## EXCERPTED DATA:

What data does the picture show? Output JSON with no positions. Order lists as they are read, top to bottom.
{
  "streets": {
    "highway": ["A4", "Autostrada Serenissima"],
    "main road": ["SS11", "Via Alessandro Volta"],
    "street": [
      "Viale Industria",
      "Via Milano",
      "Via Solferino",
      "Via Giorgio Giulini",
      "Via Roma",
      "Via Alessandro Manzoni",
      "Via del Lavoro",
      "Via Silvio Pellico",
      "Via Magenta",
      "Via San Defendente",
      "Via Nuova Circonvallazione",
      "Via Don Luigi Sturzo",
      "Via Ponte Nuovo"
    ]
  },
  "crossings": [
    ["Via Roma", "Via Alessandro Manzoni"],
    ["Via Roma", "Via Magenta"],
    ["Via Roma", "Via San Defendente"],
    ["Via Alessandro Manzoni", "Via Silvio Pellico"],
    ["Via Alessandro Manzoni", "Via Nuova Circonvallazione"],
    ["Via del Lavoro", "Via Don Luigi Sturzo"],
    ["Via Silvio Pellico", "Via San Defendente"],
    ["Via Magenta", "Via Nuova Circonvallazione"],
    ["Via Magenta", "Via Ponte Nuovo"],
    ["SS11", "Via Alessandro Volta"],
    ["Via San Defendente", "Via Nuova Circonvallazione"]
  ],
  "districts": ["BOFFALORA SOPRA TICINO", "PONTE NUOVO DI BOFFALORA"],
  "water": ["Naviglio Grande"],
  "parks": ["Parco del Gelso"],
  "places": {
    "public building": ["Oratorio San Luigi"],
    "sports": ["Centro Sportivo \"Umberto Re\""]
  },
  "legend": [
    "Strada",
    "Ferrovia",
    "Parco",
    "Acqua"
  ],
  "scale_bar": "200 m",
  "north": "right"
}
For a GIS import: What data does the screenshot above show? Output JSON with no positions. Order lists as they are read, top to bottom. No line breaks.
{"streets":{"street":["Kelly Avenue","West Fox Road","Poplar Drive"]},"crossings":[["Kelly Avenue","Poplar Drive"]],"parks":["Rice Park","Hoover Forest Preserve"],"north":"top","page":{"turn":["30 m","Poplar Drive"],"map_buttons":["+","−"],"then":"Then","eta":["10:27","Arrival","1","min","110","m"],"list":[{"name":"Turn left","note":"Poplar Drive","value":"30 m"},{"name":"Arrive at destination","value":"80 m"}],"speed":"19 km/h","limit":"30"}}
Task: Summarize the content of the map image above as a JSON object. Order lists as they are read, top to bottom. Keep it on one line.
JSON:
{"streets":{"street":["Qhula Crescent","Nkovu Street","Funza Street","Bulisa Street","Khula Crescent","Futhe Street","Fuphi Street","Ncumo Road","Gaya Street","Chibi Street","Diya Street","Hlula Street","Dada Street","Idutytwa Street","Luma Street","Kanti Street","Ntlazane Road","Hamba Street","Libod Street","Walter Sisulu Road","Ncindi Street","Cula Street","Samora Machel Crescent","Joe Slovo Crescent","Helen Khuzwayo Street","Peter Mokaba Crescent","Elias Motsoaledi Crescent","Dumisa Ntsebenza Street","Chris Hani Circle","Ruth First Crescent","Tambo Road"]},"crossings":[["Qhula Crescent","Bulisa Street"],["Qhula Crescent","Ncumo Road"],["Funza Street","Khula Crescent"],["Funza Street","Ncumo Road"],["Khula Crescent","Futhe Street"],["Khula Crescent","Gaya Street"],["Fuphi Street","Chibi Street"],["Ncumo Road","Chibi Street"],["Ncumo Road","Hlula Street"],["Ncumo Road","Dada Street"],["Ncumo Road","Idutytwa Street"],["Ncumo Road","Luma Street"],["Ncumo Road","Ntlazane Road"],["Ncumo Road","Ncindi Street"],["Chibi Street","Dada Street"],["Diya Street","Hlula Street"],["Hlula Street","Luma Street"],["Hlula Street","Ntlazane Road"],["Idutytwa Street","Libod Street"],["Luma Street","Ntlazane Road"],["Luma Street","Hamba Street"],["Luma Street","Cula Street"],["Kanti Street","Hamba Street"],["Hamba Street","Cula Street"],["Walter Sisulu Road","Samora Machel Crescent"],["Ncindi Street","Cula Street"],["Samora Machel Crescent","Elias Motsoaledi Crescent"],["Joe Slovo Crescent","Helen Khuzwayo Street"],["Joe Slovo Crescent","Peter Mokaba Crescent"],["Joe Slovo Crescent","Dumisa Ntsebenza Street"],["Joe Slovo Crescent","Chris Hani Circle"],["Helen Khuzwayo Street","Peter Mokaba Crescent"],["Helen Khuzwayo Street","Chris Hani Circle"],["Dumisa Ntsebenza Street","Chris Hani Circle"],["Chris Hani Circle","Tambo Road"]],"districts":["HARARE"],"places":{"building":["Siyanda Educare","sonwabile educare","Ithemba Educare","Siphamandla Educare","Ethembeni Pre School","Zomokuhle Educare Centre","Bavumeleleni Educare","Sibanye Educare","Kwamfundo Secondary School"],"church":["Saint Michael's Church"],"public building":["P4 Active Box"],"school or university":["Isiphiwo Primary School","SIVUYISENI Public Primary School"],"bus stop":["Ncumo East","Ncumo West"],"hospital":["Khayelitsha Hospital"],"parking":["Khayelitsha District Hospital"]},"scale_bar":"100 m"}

## WORK REQUEST:
What this exercise asks for is every line of the data above with the word "does".

## OUTPUT OF THE EXERCISE:
What data does the picture show? Output JSON with no positions. Order lists as they are read, top to bottom.
For a GIS import: What data does the screenshot above show? Output JSON with no positions. Order lists as they are read, top to bottom. No line breaks.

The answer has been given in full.